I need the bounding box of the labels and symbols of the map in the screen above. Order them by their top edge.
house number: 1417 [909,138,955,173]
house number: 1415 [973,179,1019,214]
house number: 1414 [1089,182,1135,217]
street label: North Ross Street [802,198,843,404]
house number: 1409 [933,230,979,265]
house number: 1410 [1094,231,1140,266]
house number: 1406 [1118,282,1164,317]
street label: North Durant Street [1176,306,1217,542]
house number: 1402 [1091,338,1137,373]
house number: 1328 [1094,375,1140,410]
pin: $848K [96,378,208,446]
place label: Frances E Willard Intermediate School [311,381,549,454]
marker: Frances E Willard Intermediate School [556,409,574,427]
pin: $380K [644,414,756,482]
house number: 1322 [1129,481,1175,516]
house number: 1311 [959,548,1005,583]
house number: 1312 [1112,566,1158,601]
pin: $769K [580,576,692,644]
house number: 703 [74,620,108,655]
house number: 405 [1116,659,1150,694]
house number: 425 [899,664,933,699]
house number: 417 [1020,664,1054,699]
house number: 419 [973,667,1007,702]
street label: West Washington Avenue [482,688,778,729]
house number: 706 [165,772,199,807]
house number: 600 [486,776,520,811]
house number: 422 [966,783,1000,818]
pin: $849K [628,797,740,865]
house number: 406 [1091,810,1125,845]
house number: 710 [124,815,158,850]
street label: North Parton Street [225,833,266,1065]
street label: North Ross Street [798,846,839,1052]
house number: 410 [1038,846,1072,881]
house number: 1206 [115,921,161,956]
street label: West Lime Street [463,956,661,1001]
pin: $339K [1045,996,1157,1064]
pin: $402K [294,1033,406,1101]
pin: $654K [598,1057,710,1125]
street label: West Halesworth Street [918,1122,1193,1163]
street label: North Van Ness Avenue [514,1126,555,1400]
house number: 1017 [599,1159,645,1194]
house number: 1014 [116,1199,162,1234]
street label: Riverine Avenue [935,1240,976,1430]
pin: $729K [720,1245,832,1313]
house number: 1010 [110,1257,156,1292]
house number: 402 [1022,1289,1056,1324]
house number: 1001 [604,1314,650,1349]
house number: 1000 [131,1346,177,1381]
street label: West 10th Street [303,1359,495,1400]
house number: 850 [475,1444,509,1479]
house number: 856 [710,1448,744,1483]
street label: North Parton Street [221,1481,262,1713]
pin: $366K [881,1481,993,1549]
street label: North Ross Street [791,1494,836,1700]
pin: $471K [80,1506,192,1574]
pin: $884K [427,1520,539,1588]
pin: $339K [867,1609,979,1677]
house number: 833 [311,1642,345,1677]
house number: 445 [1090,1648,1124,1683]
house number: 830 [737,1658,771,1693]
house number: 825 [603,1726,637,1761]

****************************************

Your answer should be the listing itself, repeated exactly.

I need the bounding box of the labels and symbols of the map in the screen above. Order them by their top edge.
house number: 1417 [909,138,955,173]
house number: 1415 [973,179,1019,214]
house number: 1414 [1089,182,1135,217]
street label: North Ross Street [802,198,843,404]
house number: 1409 [933,230,979,265]
house number: 1410 [1094,231,1140,266]
house number: 1406 [1118,282,1164,317]
street label: North Durant Street [1176,306,1217,542]
house number: 1402 [1091,338,1137,373]
house number: 1328 [1094,375,1140,410]
pin: $848K [96,378,208,446]
place label: Frances E Willard Intermediate School [311,381,549,454]
marker: Frances E Willard Intermediate School [556,409,574,427]
pin: $380K [644,414,756,482]
house number: 1322 [1129,481,1175,516]
house number: 1311 [959,548,1005,583]
house number: 1312 [1112,566,1158,601]
pin: $769K [580,576,692,644]
house number: 703 [74,620,108,655]
house number: 405 [1116,659,1150,694]
house number: 425 [899,664,933,699]
house number: 417 [1020,664,1054,699]
house number: 419 [973,667,1007,702]
street label: West Washington Avenue [482,688,778,729]
house number: 706 [165,772,199,807]
house number: 600 [486,776,520,811]
house number: 422 [966,783,1000,818]
pin: $849K [628,797,740,865]
house number: 406 [1091,810,1125,845]
house number: 710 [124,815,158,850]
street label: North Parton Street [225,833,266,1065]
street label: North Ross Street [798,846,839,1052]
house number: 410 [1038,846,1072,881]
house number: 1206 [115,921,161,956]
street label: West Lime Street [463,956,661,1001]
pin: $339K [1045,996,1157,1064]
pin: $402K [294,1033,406,1101]
pin: $654K [598,1057,710,1125]
street label: West Halesworth Street [918,1122,1193,1163]
street label: North Van Ness Avenue [514,1126,555,1400]
house number: 1017 [599,1159,645,1194]
house number: 1014 [116,1199,162,1234]
street label: Riverine Avenue [935,1240,976,1430]
pin: $729K [720,1245,832,1313]
house number: 1010 [110,1257,156,1292]
house number: 402 [1022,1289,1056,1324]
house number: 1001 [604,1314,650,1349]
house number: 1000 [131,1346,177,1381]
street label: West 10th Street [303,1359,495,1400]
house number: 850 [475,1444,509,1479]
house number: 856 [710,1448,744,1483]
street label: North Parton Street [221,1481,262,1713]
pin: $366K [881,1481,993,1549]
street label: North Ross Street [791,1494,836,1700]
pin: $471K [80,1506,192,1574]
pin: $884K [427,1520,539,1588]
pin: $339K [867,1609,979,1677]
house number: 833 [311,1642,345,1677]
house number: 445 [1090,1648,1124,1683]
house number: 830 [737,1658,771,1693]
house number: 825 [603,1726,637,1761]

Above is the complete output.